Despite being a FWD vehicle, the Tata Harrier features Terrain Response (off-road modes)
Tata Motors introduced the Harrier 5-seater SUV (technically a ‘compact crossover’) back in January 2019 as the brand’s new flagship. Just over a year from then, it was updated to BS6 emission norms alongside improved performance, added features and some critical fixes over the BS4 model. The 2020MY Tata Harrier BS6, priced from 13.69 lakh ex-showroom, is available with a diesel-automatic powertrain as well.
Indian automotive enthusiasts are still disappointed at the fact that Tata Motors is not offering AWD for its present range-topper, at least as an option. Rumours suggest that the upcoming Tata Gravitas (7-seater Harrier) will debut with a front-wheel-biased AWD system since it is often regarded as a proper upgrade from the Hexa or Aria; both of which had 4×4 variants. However, it is still too early to reach a conclusion.
Our market has a serious lack of AWD crossovers/SUVs since automakers are increasing their focus on ‘urban SUVs’ that are essentially raised hatchbacks with bulkier fenders. At the moment, FCA India’s Jeep Compass is the most affordable AWD product coming in the crossover/SUV category. Meanwhile, the Tata Harrier is equipped with Terrain Response (dedicated off-road modes) albeit front-wheel-drive.
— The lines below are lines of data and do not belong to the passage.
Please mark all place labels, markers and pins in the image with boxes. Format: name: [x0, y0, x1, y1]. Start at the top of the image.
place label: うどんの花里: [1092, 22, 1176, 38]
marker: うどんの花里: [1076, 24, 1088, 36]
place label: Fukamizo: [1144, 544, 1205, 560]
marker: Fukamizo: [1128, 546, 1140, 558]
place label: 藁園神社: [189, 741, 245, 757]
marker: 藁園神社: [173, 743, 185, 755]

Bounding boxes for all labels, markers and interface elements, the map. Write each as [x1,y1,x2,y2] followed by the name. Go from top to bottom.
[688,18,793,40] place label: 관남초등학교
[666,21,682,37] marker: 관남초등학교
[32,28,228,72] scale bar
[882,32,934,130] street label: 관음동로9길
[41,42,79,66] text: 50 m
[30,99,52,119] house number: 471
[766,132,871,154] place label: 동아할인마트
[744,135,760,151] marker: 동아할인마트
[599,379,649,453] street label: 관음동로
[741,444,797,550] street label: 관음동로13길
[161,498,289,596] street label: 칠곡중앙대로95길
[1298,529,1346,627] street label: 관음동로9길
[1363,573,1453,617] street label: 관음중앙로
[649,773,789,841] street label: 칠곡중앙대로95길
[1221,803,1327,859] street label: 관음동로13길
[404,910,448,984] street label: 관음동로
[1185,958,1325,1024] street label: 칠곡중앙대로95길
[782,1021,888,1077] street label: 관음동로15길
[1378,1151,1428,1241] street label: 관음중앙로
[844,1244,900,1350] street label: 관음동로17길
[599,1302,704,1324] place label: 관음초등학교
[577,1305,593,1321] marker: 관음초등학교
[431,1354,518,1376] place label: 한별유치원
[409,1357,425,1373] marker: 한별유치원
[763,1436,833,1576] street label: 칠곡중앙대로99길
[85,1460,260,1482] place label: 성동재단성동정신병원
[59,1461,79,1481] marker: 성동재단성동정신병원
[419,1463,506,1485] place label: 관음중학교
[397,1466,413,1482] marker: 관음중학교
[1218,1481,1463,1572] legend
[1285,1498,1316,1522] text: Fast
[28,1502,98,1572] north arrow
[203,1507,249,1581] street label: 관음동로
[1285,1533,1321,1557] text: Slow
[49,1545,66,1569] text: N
Shown here is a Tata Harrier BS4 riding on a set of ‘T/A’ (Traction Advantage) all-terrain tyres by BFGoodrich. Wheels remain stock. As per a post shared on Tata Harrier Club India Facebook group, its owner made the upgrade only recently.
Installing all-terrain tyres — be it on FWD, RWD or AWD vehicles — has its own merits and demerits. If the general purpose is to tackle rough terrain conditions, downsides can be easily ignored. However, all-terrain tyres can create more road noise and a noticeable change in driving characteristics whilst doing higher speeds. Fuel economy could also see a mild decrease.
In this case, the owner states that his previous Renault Duster had Hankook all-terrain tyres and drove without any dealbreaker. This particular Harrier BS4 would be able to face extreme terrain situations with ‘relative ease’ though its sideboards (aftermarket accessory) make a slight compromise on ground clearance. From the owner’s initial driving experience, an increase in grip and cruising comfort (at 80-100km/h) were noted.
The 2019MY Tata Harrier BS4 was powered by a 2.0-litre Kryotec diesel four-cylinder engine (derived from FCA group’s Multijet 2.0 mill) making 138bhp and 350Nm of torque. It was sold only with a 6-speed manual. In BS6 format, the engine makes about 30bhp more. A 6-speed TC automatic transmission (sourced from Hyundai Motor) is optional.